### What you should do
Search term "rect": please copy every line of the records below that contains it.

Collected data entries
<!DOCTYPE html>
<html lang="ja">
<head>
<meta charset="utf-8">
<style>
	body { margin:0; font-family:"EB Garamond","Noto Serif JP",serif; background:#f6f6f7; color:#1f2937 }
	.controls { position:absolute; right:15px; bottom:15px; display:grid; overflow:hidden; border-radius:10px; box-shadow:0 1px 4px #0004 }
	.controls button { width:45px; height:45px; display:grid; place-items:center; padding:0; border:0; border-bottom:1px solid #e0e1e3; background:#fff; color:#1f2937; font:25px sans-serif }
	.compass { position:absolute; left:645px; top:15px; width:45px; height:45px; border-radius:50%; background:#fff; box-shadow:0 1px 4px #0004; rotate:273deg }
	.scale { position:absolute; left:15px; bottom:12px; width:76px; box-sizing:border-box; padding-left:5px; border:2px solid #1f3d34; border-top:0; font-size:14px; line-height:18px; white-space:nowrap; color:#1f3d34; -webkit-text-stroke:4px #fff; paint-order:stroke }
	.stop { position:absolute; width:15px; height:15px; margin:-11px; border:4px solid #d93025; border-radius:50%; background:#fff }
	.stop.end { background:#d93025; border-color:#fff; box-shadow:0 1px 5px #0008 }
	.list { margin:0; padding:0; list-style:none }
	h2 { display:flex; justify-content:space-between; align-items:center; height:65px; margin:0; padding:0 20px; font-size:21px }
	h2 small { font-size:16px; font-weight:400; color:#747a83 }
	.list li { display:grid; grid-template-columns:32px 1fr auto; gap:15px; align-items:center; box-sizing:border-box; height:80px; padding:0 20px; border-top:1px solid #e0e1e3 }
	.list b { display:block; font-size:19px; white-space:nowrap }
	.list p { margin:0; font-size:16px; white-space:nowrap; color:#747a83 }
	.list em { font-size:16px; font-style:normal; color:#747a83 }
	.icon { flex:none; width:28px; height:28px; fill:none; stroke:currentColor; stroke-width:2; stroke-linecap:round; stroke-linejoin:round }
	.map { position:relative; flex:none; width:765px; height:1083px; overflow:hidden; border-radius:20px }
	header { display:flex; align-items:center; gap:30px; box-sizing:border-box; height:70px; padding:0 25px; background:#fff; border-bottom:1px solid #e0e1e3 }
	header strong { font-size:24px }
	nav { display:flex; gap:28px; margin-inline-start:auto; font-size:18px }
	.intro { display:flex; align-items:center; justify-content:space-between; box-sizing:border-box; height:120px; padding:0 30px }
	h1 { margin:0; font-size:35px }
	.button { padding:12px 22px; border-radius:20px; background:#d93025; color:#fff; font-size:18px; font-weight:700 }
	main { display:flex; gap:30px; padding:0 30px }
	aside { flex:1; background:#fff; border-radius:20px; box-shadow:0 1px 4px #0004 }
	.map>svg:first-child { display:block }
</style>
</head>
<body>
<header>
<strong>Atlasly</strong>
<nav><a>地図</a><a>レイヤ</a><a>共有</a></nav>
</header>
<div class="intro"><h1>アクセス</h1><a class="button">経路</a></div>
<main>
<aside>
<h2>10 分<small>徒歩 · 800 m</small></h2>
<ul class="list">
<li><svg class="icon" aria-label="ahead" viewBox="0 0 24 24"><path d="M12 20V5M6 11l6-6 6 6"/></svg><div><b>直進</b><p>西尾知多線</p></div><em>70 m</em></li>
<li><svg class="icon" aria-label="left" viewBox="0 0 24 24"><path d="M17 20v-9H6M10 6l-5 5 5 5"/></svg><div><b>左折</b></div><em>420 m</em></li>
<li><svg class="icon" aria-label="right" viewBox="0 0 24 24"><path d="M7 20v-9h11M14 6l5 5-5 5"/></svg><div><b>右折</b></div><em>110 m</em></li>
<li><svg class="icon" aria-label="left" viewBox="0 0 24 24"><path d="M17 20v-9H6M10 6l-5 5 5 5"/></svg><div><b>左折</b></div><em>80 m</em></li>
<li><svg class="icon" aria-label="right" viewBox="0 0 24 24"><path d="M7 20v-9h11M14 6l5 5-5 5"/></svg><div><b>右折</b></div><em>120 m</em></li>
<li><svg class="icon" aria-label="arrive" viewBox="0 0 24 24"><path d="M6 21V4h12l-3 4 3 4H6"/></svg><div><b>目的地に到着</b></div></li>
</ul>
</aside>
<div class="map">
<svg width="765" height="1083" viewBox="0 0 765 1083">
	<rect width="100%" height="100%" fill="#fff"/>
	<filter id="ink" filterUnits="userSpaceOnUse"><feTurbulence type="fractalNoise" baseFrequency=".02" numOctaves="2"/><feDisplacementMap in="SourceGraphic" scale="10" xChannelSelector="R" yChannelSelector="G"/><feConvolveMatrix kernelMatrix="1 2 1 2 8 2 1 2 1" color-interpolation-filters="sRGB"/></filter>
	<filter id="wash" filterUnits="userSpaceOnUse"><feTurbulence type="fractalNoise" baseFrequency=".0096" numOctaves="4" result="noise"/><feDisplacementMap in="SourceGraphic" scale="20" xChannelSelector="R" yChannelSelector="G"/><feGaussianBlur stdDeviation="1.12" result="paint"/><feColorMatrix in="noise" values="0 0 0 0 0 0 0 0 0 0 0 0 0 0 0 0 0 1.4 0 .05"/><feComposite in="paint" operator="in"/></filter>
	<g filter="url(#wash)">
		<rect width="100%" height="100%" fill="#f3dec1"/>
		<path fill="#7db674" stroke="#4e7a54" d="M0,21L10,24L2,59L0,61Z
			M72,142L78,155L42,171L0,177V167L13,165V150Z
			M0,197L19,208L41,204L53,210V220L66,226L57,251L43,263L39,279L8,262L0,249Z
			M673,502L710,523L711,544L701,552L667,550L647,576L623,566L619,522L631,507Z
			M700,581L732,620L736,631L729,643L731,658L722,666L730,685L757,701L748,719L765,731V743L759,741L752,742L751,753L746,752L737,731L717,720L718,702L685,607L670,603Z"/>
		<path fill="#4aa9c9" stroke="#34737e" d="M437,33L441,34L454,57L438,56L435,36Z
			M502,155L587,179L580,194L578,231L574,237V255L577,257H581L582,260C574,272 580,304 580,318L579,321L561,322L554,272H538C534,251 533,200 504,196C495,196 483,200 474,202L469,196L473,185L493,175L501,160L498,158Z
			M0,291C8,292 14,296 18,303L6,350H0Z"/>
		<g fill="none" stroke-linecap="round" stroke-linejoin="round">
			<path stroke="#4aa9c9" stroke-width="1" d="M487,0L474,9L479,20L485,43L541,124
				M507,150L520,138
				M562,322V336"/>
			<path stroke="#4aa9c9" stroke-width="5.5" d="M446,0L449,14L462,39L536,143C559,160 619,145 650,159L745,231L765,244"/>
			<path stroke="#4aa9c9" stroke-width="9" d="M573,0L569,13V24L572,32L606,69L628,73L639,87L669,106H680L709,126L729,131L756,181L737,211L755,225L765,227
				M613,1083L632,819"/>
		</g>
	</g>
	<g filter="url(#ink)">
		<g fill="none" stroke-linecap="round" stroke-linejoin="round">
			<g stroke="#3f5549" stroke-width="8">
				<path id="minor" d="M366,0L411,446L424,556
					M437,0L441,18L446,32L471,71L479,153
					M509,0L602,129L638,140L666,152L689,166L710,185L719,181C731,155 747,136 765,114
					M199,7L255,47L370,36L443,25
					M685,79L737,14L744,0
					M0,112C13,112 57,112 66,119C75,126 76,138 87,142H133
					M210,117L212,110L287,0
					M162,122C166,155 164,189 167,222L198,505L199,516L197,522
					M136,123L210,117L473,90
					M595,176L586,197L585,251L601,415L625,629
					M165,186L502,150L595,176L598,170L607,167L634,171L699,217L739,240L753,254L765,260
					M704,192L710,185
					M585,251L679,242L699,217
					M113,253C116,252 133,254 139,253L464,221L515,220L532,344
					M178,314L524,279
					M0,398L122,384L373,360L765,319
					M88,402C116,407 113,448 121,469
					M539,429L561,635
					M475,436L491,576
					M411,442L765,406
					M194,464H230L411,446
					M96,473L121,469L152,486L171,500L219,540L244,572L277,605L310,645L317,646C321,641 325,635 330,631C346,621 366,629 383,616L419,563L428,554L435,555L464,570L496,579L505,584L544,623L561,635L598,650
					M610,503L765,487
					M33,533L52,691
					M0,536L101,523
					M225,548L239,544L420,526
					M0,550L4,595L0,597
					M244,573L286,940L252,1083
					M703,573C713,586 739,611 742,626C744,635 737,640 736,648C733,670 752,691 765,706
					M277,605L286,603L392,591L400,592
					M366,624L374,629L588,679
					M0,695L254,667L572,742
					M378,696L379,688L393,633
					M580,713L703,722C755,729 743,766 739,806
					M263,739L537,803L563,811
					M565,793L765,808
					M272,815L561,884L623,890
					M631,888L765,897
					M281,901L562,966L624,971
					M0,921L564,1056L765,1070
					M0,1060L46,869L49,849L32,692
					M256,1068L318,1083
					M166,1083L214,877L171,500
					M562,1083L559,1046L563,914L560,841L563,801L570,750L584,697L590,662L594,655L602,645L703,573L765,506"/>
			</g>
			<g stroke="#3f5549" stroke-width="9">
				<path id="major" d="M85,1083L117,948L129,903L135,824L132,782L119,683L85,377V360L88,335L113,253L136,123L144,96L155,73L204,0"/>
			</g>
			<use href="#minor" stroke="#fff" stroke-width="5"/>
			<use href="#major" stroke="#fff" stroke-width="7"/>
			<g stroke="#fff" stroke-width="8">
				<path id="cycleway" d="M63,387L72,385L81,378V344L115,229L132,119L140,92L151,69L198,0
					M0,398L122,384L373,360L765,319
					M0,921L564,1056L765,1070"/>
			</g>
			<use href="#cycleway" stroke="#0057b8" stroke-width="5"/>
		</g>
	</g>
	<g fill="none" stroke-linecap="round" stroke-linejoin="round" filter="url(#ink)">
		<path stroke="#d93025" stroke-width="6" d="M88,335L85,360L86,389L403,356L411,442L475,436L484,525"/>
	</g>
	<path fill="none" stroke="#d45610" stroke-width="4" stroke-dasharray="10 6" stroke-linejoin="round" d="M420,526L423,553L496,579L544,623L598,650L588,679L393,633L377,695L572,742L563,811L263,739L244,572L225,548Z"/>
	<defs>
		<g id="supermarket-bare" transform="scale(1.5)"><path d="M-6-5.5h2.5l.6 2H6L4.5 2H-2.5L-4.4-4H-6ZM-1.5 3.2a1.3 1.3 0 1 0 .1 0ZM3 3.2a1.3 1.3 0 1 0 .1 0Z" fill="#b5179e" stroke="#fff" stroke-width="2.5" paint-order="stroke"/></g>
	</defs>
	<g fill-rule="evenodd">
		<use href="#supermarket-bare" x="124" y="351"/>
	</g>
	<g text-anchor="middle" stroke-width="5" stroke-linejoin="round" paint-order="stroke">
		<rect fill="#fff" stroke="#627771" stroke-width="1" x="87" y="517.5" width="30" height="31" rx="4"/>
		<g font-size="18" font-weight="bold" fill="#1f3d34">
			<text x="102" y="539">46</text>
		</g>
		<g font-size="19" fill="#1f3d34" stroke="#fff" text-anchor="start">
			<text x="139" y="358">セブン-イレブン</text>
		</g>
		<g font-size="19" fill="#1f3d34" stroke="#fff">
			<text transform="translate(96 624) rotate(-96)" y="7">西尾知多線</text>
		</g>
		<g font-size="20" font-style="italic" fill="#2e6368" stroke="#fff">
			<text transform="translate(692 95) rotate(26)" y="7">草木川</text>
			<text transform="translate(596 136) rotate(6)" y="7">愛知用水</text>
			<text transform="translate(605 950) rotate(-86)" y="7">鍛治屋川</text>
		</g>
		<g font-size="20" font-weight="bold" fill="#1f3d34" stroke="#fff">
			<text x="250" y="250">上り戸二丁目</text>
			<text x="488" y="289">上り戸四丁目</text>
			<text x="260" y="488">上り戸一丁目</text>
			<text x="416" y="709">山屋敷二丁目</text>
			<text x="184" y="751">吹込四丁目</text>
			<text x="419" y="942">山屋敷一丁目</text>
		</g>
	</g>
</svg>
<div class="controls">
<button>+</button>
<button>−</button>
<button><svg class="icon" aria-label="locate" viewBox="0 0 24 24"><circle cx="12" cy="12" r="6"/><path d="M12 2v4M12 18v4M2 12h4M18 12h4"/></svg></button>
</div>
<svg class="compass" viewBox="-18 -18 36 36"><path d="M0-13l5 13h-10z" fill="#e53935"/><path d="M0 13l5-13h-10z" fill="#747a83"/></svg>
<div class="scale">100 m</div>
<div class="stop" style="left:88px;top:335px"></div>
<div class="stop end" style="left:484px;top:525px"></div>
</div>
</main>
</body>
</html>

### Written solution
	<rect width="100%" height="100%" fill="#fff"/>
		<rect width="100%" height="100%" fill="#f3dec1"/>
		<rect fill="#fff" stroke="#627771" stroke-width="1" x="87" y="517.5" width="30" height="31" rx="4"/>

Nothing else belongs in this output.